It doesn’t take long when looking across Oklahoma City to find development and revitalization in progress. Just last week, the Myriad Botanical Gardens beat out parks in California; Singapore; Washington D.C.; and Chicago to win the Urban Land Institute’s Urban Open Space Award. In July, Boeing broke ground on its new aircraft modernization and sustainment division headquarters. Oklahoma City is transforming into a destination.

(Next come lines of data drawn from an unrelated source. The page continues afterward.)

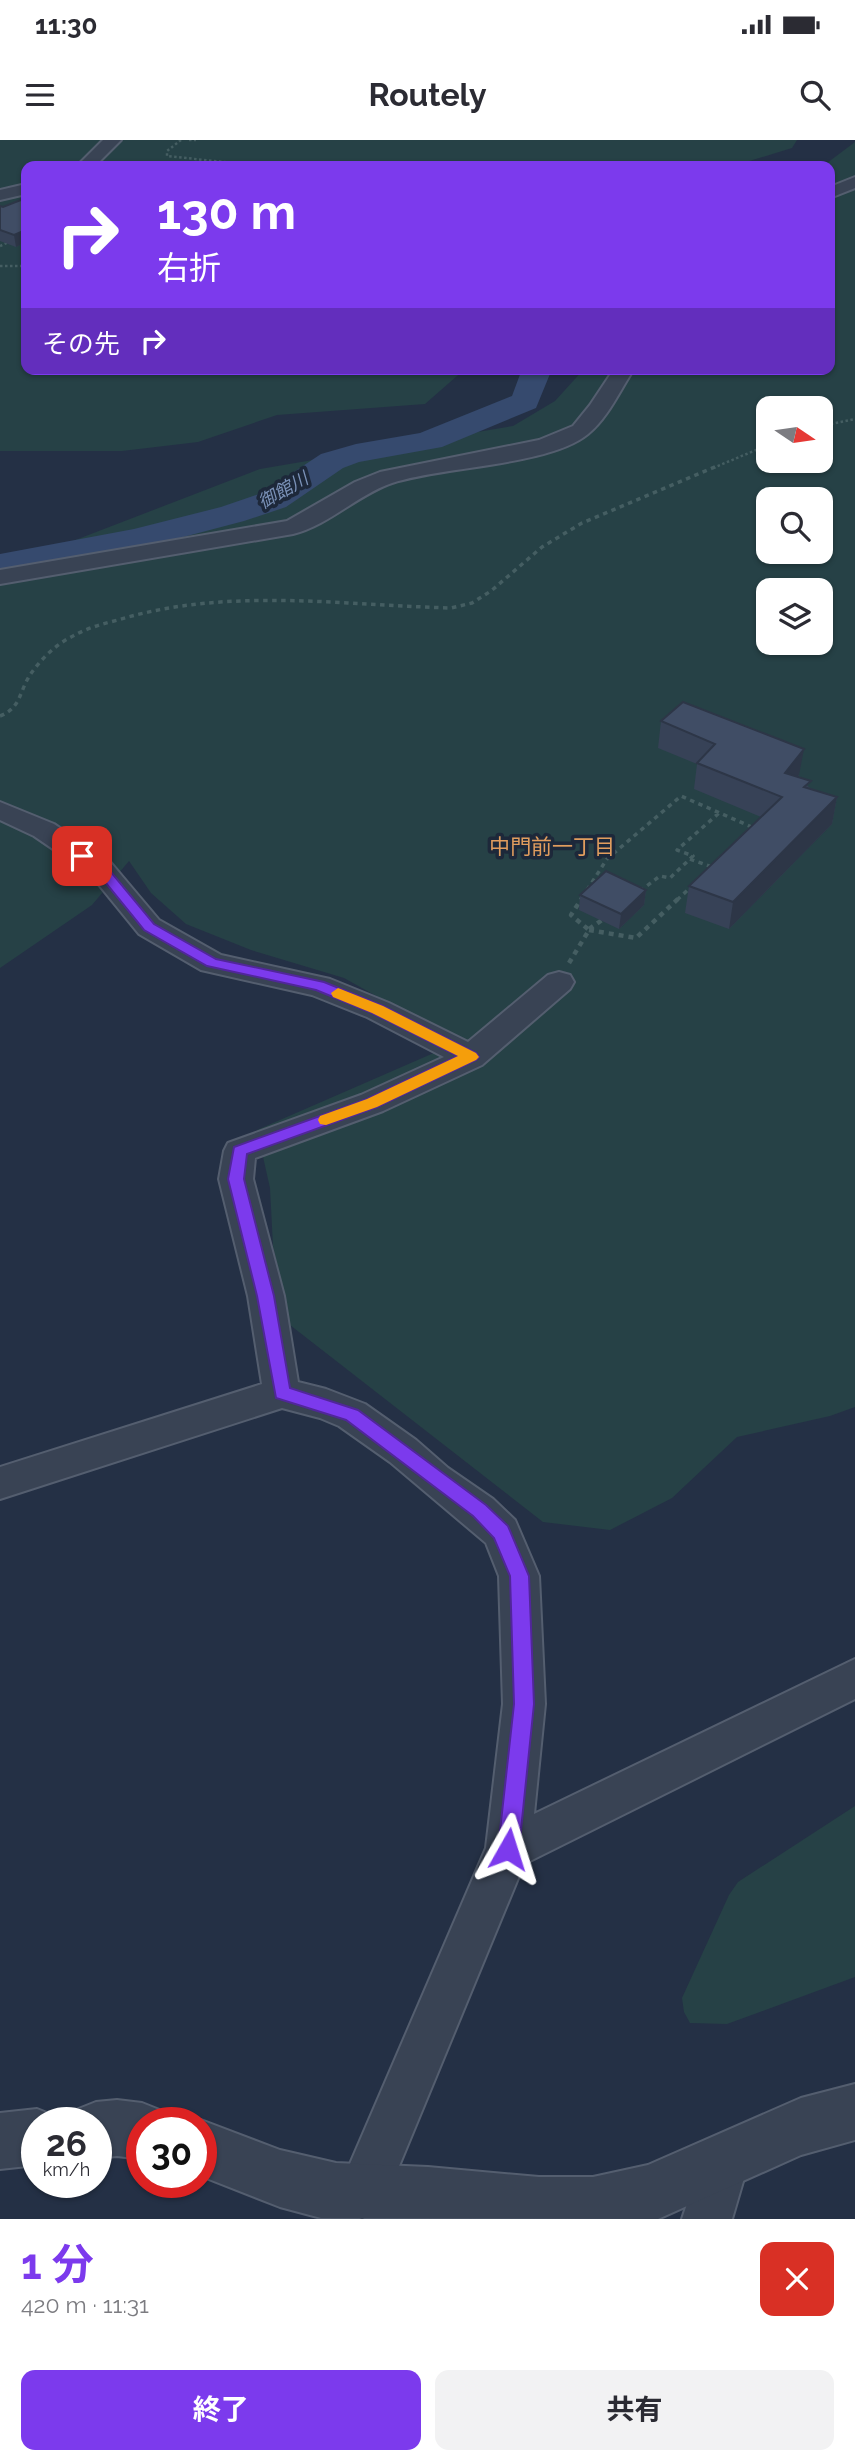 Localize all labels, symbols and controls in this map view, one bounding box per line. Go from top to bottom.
text: 11:30 [35,10,98,40]
icon: menu [21,76,59,114]
text: Routely [369,76,486,113]
icon: search [796,76,834,114]
text: 130 m [157,183,296,240]
icon: right [42,189,133,280]
text: 右折 [157,249,221,286]
icon: right [134,322,172,360]
text: その先 [42,329,120,359]
north arrow [756,396,833,472]
map controls [756,396,833,655]
water label: 御館川 [254,466,313,513]
button: search [756,487,833,564]
button: layers [756,578,833,655]
pin [52,826,112,886]
district label: 中門前一丁目 [489,834,615,859]
icon: arrive [63,837,101,875]
position arrow [471,1812,545,1886]
speed limit sign: 30 [126,2107,217,2198]
text: 26 [46,2123,87,2164]
text: km/h [43,2159,90,2180]
text: 1 分 [21,2240,94,2289]
button: close [760,2242,834,2316]
text: 420 m · 11:31 [21,2291,149,2318]
button: 終了 [21,2370,421,2450]
button: 共有 [435,2370,834,2450] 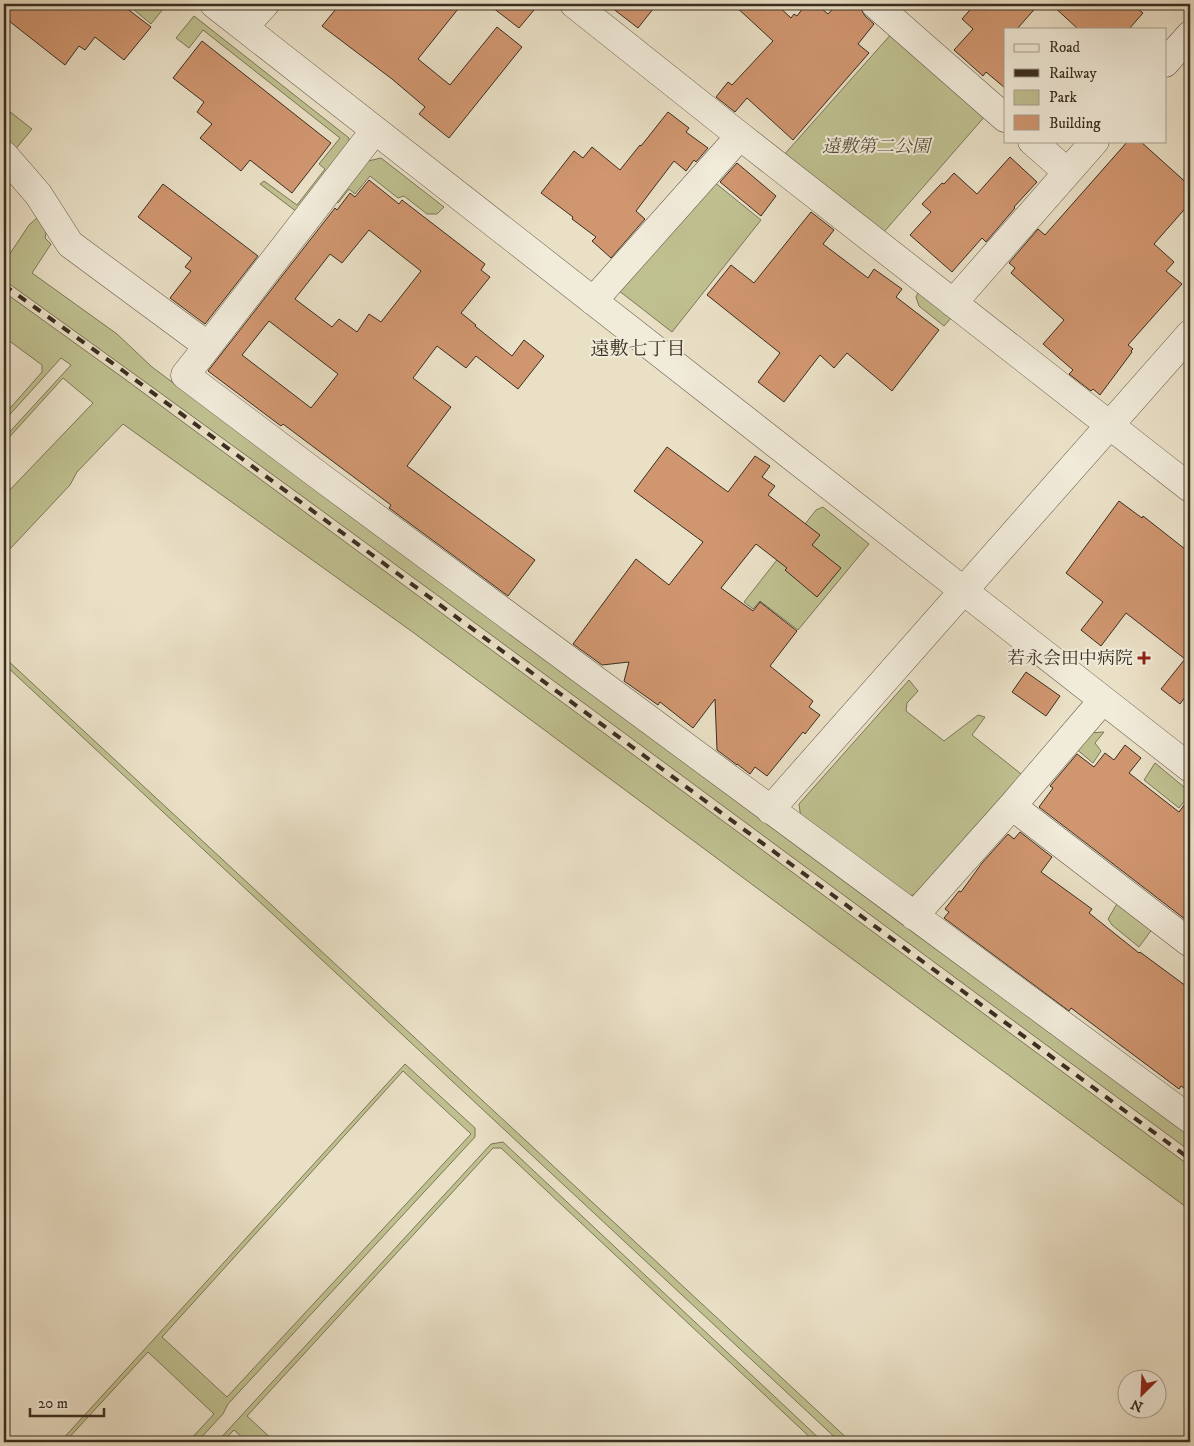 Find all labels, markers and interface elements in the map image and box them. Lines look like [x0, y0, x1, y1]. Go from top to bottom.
legend [1004, 28, 1166, 142]
text: Road [1049, 38, 1081, 57]
text: Railway [1049, 64, 1097, 83]
text: Park [1049, 88, 1078, 107]
text: Building [1049, 114, 1101, 133]
park label: 遠敷第二公園 [822, 136, 933, 158]
district label: 遠敷七丁目 [590, 338, 686, 361]
place label: 若永会田中病院 [1007, 648, 1133, 670]
marker: 若永会田中病院 [1137, 651, 1151, 665]
north arrow [1116, 1368, 1166, 1418]
scale bar [30, 1386, 104, 1418]
text: 20 m [38, 1394, 68, 1413]
text: N [1128, 1394, 1146, 1416] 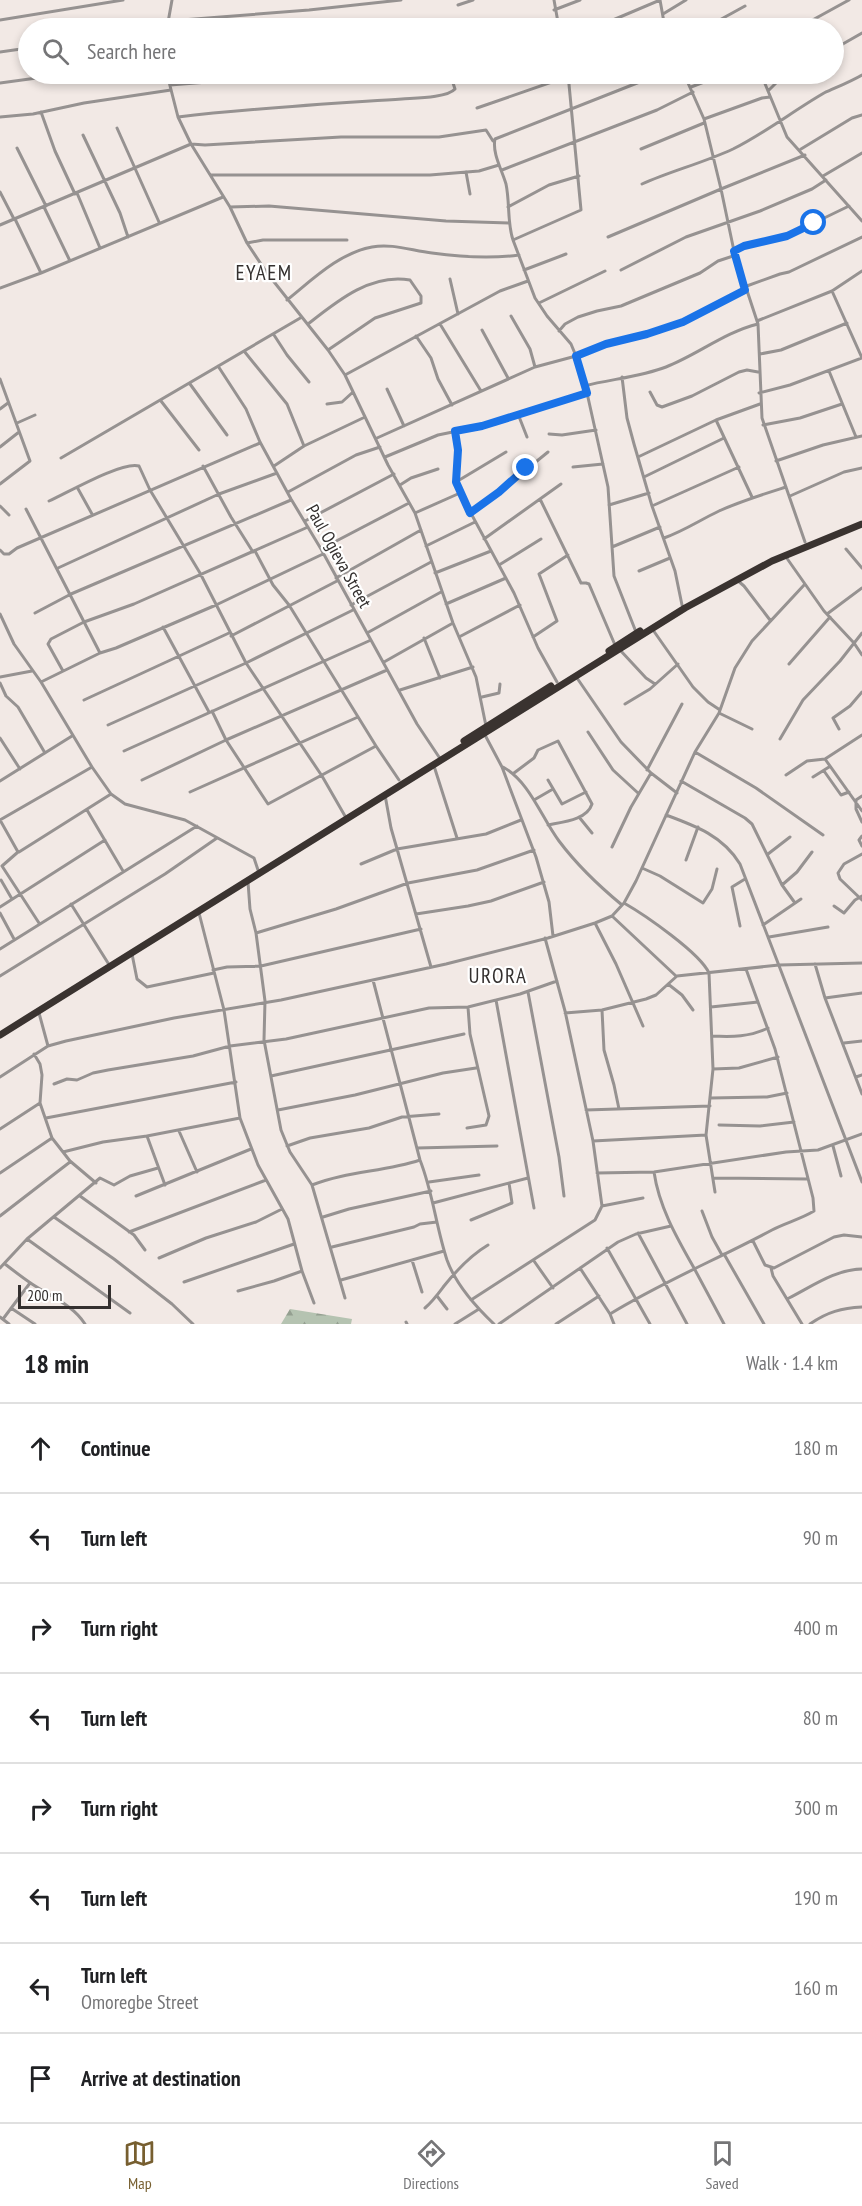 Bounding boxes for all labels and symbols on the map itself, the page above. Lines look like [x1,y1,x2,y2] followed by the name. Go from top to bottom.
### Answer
[800,209,826,235] route start
[235,259,293,286] district label: EYAEM
[512,454,538,480] route end
[301,500,377,612] street label: Paul Ogieva Street
[469,962,528,989] district label: URORA
[18,1282,111,1310] scale bar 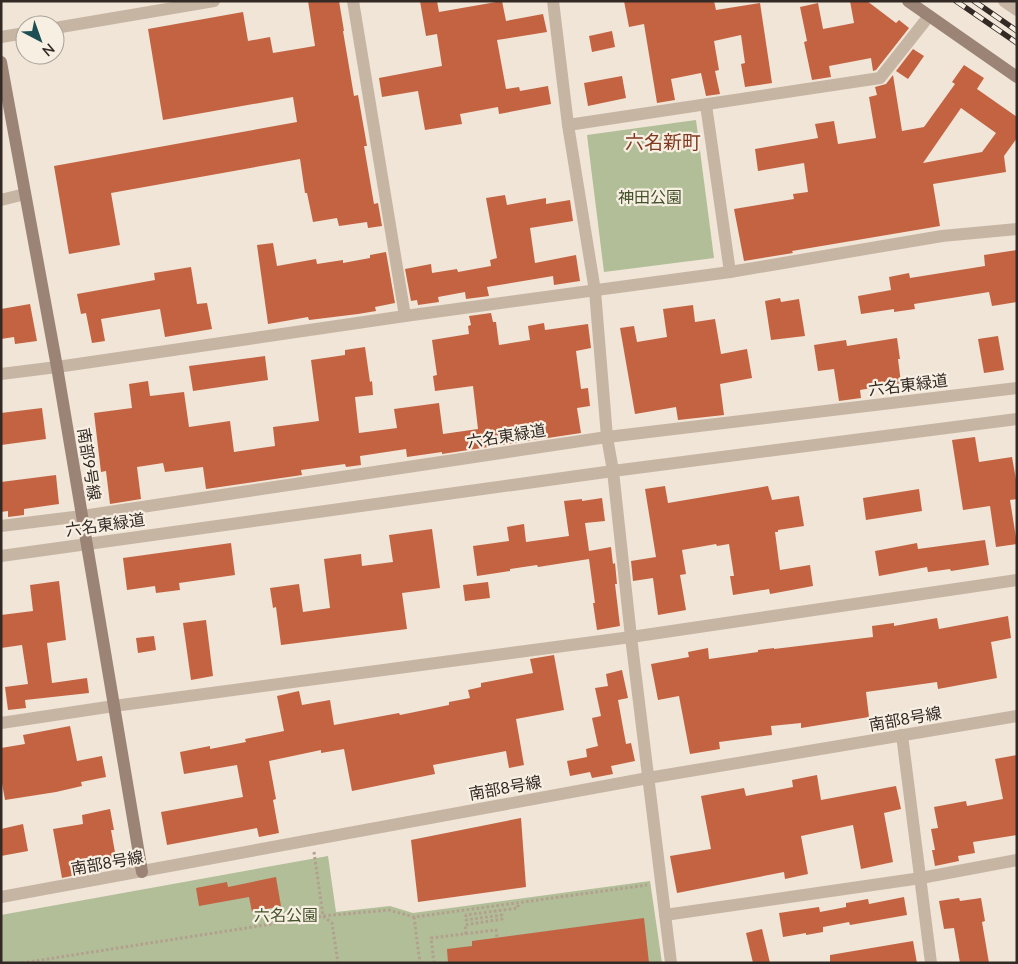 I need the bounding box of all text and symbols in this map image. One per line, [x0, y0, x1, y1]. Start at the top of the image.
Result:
north arrow [15, 15, 65, 65]
text: N [39, 40, 59, 60]
district label: 六名新町 [625, 130, 701, 153]
park label: 神田公園 [618, 187, 682, 206]
street label: 六名東緑道 [867, 370, 949, 398]
street label: 六名東緑道 [465, 419, 547, 451]
street label: 南部9号線 [75, 426, 105, 502]
street label: 六名東緑道 [64, 509, 146, 539]
street label: 南部8号線 [867, 702, 943, 734]
street label: 南部8号線 [467, 771, 543, 803]
street label: 南部8号線 [69, 846, 145, 878]
park label: 六名公園 [254, 905, 318, 924]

The addition of Boeing’s new division headquarters in southeast Oklahoma City signifies the city’s growing relevance in the aerospace industry. Resources such as the 21st Century Quality Jobs Program and the Oklahoma Quick Action Closing Fund offer companies valuable incentives to include Oklahoma in their consideration when looking at expansion and new job creation. The division’s headquarters will create between 800 and 900 jobs, which will stimulate growth in other areas of the city, including residential, commercial and recreational.
Though the news of the Myriad Botanical Gardens’ recent award does not necessarily show economic progress like Boeing’s expansion, it is no less significant as a representation of the world-class features found in Oklahoma City. The Urban Open Space Award was one of two honors the city has received this year from the Urban Land Institute for its creation of vibrant spaces. Devon Energy Corp. earned the Global Award for Excellence in land use for its downtown headquarters. Oklahoma City is becoming a stronger pull for great architecture through the continual efforts of its city government and its many private businesses and organizations.
These acknowledgements and company expansions are proof that Oklahoma City is headed in the right direction – for businesses, travelers and residents alike. These urban spaces are essential for drawing in and retaining creative minds, entrepreneurs and young professionals, who help to energize and revitalize Oklahoma City during its development phase. New corporate facilities also bring about economic development through the extensive resources available to put back into the local economy.